Stored data:
§ §
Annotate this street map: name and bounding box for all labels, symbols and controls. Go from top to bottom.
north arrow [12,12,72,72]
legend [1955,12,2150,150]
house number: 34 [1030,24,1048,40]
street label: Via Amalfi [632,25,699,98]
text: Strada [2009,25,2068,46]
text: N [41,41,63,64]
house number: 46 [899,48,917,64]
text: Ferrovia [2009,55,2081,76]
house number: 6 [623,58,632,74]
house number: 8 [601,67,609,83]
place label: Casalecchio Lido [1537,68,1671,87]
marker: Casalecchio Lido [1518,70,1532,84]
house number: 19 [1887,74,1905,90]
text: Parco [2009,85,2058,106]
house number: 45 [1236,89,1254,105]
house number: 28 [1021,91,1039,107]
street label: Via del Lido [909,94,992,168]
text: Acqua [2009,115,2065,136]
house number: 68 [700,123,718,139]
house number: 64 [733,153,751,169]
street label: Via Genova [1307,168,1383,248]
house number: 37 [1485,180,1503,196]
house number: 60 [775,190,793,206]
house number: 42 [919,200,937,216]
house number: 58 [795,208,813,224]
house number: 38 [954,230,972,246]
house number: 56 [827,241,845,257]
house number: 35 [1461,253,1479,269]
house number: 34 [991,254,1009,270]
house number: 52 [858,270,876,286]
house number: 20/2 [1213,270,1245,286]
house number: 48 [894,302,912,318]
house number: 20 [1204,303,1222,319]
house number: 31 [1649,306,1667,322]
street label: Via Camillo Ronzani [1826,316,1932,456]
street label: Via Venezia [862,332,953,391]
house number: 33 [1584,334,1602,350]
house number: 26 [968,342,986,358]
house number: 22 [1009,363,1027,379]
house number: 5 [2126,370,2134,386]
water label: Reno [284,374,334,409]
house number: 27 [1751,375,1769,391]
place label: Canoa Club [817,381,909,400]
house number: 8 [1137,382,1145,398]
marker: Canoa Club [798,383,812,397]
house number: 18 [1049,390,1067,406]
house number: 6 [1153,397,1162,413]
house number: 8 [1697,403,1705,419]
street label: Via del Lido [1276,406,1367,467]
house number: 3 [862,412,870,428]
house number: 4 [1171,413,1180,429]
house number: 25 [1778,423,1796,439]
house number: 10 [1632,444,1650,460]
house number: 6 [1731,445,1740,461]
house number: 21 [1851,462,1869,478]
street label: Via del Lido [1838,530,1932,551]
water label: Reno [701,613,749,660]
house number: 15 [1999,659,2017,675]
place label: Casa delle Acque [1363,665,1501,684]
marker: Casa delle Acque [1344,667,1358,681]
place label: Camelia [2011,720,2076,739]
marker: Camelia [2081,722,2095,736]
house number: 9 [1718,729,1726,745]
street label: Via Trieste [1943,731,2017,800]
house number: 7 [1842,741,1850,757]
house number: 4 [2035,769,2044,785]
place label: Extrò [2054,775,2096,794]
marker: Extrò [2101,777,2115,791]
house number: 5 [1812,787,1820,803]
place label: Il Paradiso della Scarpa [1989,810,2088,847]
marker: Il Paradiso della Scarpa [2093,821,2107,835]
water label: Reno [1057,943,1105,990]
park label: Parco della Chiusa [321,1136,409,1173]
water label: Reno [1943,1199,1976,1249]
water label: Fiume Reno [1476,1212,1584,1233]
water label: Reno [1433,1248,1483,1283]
§ §
→ **PROBLEM DESCRIPTION**:
The data is to be given again in full, with every line exact.

→ **RESPONSE FOR THIS EXERCISE**:
Annotate this street map: name and bounding box for all labels, symbols and controls. Go from top to bottom.
north arrow [12,12,72,72]
legend [1955,12,2150,150]
house number: 34 [1030,24,1048,40]
street label: Via Amalfi [632,25,699,98]
text: Strada [2009,25,2068,46]
text: N [41,41,63,64]
house number: 46 [899,48,917,64]
text: Ferrovia [2009,55,2081,76]
house number: 6 [623,58,632,74]
house number: 8 [601,67,609,83]
place label: Casalecchio Lido [1537,68,1671,87]
marker: Casalecchio Lido [1518,70,1532,84]
house number: 19 [1887,74,1905,90]
text: Parco [2009,85,2058,106]
house number: 45 [1236,89,1254,105]
house number: 28 [1021,91,1039,107]
street label: Via del Lido [909,94,992,168]
text: Acqua [2009,115,2065,136]
house number: 68 [700,123,718,139]
house number: 64 [733,153,751,169]
street label: Via Genova [1307,168,1383,248]
house number: 37 [1485,180,1503,196]
house number: 60 [775,190,793,206]
house number: 42 [919,200,937,216]
house number: 58 [795,208,813,224]
house number: 38 [954,230,972,246]
house number: 56 [827,241,845,257]
house number: 35 [1461,253,1479,269]
house number: 34 [991,254,1009,270]
house number: 52 [858,270,876,286]
house number: 20/2 [1213,270,1245,286]
house number: 48 [894,302,912,318]
house number: 20 [1204,303,1222,319]
house number: 31 [1649,306,1667,322]
street label: Via Camillo Ronzani [1826,316,1932,456]
street label: Via Venezia [862,332,953,391]
house number: 33 [1584,334,1602,350]
house number: 26 [968,342,986,358]
house number: 22 [1009,363,1027,379]
house number: 5 [2126,370,2134,386]
water label: Reno [284,374,334,409]
house number: 27 [1751,375,1769,391]
place label: Canoa Club [817,381,909,400]
house number: 8 [1137,382,1145,398]
marker: Canoa Club [798,383,812,397]
house number: 18 [1049,390,1067,406]
house number: 6 [1153,397,1162,413]
house number: 8 [1697,403,1705,419]
street label: Via del Lido [1276,406,1367,467]
house number: 3 [862,412,870,428]
house number: 4 [1171,413,1180,429]
house number: 25 [1778,423,1796,439]
house number: 10 [1632,444,1650,460]
house number: 6 [1731,445,1740,461]
house number: 21 [1851,462,1869,478]
street label: Via del Lido [1838,530,1932,551]
water label: Reno [701,613,749,660]
house number: 15 [1999,659,2017,675]
place label: Casa delle Acque [1363,665,1501,684]
marker: Casa delle Acque [1344,667,1358,681]
place label: Camelia [2011,720,2076,739]
marker: Camelia [2081,722,2095,736]
house number: 9 [1718,729,1726,745]
street label: Via Trieste [1943,731,2017,800]
house number: 7 [1842,741,1850,757]
house number: 4 [2035,769,2044,785]
place label: Extrò [2054,775,2096,794]
marker: Extrò [2101,777,2115,791]
house number: 5 [1812,787,1820,803]
place label: Il Paradiso della Scarpa [1989,810,2088,847]
marker: Il Paradiso della Scarpa [2093,821,2107,835]
water label: Reno [1057,943,1105,990]
park label: Parco della Chiusa [321,1136,409,1173]
water label: Reno [1943,1199,1976,1249]
water label: Fiume Reno [1476,1212,1584,1233]
water label: Reno [1433,1248,1483,1283]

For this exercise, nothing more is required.